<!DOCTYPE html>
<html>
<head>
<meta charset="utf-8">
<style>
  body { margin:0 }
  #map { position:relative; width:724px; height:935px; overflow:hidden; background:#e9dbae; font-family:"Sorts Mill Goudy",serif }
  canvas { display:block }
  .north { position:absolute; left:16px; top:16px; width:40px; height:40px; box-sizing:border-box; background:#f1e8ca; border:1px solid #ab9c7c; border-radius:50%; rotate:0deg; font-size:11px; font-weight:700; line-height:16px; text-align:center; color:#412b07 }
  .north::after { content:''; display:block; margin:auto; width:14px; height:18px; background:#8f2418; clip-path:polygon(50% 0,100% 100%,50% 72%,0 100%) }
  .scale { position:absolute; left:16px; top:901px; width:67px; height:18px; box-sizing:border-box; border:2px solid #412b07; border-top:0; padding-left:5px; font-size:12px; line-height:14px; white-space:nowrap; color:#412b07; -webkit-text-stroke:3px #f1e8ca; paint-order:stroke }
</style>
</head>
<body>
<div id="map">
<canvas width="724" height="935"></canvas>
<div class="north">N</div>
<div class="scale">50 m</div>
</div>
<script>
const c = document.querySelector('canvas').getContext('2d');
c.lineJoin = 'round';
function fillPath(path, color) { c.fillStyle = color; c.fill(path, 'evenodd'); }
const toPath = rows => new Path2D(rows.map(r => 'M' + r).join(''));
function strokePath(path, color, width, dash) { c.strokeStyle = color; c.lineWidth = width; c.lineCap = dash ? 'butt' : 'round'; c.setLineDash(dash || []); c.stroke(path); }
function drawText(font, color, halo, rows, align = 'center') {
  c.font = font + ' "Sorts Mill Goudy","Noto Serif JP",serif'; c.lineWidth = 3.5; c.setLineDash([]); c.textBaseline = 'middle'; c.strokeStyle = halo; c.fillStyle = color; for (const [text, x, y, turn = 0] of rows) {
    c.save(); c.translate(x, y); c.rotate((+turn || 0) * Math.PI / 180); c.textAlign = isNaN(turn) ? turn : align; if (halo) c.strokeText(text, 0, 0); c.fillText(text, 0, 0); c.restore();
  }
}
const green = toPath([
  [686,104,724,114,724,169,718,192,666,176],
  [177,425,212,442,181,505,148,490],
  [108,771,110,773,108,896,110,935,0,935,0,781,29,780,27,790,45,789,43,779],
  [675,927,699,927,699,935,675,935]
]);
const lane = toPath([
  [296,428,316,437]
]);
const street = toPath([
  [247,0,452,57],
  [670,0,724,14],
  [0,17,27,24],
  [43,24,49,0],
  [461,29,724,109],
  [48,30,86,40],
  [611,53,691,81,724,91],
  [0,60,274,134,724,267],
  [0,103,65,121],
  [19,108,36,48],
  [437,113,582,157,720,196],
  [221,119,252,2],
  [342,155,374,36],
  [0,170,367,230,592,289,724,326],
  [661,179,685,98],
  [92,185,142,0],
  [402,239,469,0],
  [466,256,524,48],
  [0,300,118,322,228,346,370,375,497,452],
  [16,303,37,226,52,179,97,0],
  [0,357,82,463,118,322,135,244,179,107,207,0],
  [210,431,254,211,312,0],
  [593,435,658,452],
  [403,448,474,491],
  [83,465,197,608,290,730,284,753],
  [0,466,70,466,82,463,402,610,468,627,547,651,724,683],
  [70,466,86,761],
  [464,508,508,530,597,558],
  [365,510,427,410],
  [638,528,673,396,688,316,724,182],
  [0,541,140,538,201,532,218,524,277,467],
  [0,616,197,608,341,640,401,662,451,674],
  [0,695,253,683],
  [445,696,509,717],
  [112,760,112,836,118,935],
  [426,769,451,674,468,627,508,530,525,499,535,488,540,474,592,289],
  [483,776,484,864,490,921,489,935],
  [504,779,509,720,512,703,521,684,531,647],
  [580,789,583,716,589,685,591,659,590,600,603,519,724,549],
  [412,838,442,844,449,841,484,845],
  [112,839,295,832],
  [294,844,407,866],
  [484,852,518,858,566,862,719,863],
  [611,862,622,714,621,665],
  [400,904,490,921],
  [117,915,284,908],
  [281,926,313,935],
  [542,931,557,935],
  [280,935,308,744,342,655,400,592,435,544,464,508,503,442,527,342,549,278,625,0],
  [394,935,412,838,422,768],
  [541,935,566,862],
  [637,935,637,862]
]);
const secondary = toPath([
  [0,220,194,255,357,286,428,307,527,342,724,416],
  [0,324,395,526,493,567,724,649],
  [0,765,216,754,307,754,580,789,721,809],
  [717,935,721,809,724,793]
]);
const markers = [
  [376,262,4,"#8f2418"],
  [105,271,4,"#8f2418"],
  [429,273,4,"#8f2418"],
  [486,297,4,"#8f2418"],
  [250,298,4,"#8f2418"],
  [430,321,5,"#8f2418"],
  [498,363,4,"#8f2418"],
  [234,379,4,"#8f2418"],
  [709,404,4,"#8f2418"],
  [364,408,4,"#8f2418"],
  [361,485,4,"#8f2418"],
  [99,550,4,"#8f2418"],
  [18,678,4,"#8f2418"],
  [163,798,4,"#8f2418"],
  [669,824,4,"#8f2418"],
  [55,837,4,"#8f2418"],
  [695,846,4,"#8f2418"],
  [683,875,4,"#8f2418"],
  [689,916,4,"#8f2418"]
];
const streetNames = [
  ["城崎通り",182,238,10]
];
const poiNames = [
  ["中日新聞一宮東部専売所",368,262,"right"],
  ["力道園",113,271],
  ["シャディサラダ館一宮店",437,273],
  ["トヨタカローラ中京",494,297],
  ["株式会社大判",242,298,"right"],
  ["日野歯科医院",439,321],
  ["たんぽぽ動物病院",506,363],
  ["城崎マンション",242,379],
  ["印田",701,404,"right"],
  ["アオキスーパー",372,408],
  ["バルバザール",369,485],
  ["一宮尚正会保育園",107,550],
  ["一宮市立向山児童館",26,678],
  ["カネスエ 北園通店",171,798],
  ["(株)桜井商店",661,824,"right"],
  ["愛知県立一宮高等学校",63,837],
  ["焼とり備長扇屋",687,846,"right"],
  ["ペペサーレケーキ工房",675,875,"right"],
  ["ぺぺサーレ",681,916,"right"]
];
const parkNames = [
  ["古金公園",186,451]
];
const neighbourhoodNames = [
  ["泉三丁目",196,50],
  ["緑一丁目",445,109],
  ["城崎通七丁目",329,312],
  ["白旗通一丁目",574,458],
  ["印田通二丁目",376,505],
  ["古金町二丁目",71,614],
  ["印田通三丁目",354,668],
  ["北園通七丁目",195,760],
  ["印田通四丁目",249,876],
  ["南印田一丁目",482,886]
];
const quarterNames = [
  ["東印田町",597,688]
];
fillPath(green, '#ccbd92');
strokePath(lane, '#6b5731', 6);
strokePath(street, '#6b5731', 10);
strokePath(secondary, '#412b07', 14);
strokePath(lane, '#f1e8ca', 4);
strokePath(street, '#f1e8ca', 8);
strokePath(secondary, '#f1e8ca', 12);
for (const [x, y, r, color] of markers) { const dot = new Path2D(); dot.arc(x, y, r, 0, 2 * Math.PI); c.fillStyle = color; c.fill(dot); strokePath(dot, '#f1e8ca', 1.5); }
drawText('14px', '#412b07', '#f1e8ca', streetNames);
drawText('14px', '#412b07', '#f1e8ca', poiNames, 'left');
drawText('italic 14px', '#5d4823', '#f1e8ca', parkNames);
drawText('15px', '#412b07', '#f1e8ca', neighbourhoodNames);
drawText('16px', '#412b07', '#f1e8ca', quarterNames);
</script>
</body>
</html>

====

WORK INSTRUCTIONS:
From the data, list each line in which the string "center" appears.

RESULT OF THE TASK:
  .north { position:absolute; left:16px; top:16px; width:40px; height:40px; box-sizing:border-box; background:#f1e8ca; border:1px solid #ab9c7c; border-radius:50%; rotate:0deg; font-size:11px; font-weight:700; line-height:16px; text-align:center; color:#412b07 }
function drawText(font, color, halo, rows, align = 'center') {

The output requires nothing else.